Novo modelo da China aposta em arquitetura mixture-of-experts, janela de 1 milhão de tokens e multimodalidade nativa — mas o verdadeiro movimento está no hardware.
O laboratório chinês DeepSeek deve lançar na próxima semana o DeepSeek V4, segundo o Financial Times. O modelo chega com números que chamam atenção: 1 trilhão de parâmetros, arquitetura mixture-of-experts (MoE) e janela de contexto de até 1 milhão de tokens.
Mas, mais do que a escala, o que diferencia o V4 é a estratégia por trás dele.
Um trilhão de parâmetros, mas com 32 bilhões ativos por token
O V4 utiliza arquitetura MoE, ativando cerca de 32 bilhões de parâmetros por token. Isso significa que, apesar do tamanho total gigantesco, o custo computacional por requisição pode ser significativamente menor que o de modelos densos equivalentes.
A promessa é de maior eficiência por token em relação ao V3 — mesmo com capacidade ampliada.

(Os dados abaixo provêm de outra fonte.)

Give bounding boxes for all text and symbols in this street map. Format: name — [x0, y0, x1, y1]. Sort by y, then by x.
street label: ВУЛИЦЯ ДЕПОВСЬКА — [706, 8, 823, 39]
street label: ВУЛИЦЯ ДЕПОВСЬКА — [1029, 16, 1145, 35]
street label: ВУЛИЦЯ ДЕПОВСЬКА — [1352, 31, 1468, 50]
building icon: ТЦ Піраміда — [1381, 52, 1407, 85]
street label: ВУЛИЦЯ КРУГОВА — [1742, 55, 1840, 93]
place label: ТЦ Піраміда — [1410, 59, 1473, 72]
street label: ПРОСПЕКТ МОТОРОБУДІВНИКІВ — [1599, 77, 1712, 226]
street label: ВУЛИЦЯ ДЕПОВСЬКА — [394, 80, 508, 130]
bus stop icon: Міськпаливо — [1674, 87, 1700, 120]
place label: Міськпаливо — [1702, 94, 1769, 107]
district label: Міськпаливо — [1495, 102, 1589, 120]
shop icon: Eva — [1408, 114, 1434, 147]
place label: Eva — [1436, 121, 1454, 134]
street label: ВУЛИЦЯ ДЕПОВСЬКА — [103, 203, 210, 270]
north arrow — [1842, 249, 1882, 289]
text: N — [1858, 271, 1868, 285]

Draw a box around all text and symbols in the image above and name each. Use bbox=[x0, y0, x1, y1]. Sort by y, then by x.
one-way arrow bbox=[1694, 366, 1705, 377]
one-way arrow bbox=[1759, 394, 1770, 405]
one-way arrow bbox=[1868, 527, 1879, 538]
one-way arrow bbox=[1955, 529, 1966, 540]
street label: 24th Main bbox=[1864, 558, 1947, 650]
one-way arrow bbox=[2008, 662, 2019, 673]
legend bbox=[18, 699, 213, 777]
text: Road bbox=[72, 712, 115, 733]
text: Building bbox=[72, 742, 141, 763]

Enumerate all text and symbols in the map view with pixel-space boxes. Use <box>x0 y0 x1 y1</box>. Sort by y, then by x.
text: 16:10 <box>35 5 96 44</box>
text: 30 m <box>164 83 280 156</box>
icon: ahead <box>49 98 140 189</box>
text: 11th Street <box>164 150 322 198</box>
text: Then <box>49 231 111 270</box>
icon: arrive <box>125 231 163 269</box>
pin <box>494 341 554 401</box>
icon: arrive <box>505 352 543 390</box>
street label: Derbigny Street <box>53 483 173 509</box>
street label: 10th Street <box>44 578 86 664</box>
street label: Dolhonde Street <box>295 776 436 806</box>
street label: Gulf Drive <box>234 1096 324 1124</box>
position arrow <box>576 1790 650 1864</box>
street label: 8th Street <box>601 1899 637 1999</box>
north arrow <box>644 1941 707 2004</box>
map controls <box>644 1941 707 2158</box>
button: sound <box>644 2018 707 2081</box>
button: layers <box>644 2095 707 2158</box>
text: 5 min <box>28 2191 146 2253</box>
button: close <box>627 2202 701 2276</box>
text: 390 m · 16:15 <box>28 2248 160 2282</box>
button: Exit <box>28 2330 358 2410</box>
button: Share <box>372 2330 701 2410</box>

Outro destaque técnico é a memória condicional chamada Engram, que permitiria sustentar a janela de 1 milhão de tokens com maior estabilidade contextual, ampliando aplicações em código, análise documental extensa e agentes autônomos.
Multimodalidade nativa
Diferentemente de modelos que adicionam camadas multimodais posteriormente, o DeepSeek V4 nasce multimodal. Ele integra geração e compreensão de texto, imagem, vídeo e áudio desde a base da arquitetura.
Esse movimento acompanha a tendência global de consolidar IA generativa como interface universal — capaz de processar e produzir múltiplos formatos sem depender de modelos separados.
O ponto central: hardware chinês, não Nvidia
O aspecto mais estratégico do V4 não está apenas na arquitetura, mas na infraestrutura.
O modelo foi otimizado desde o início para rodar em chips Huawei Ascend e processadores da Cambricon, excluindo deliberadamente GPUs da Nvidia e da AMD dos testes pré-lançamento.
Em um cenário marcado por restrições de exportação impostas pelos Estados Unidos, a China acelerou o desenvolvimento de sua própria pilha tecnológica — do silício ao modelo.
A jornalista Deirdre Bosa, da CNBC, resumiu o momento ao afirmar que “o próximo choque de IA da China é hardware”.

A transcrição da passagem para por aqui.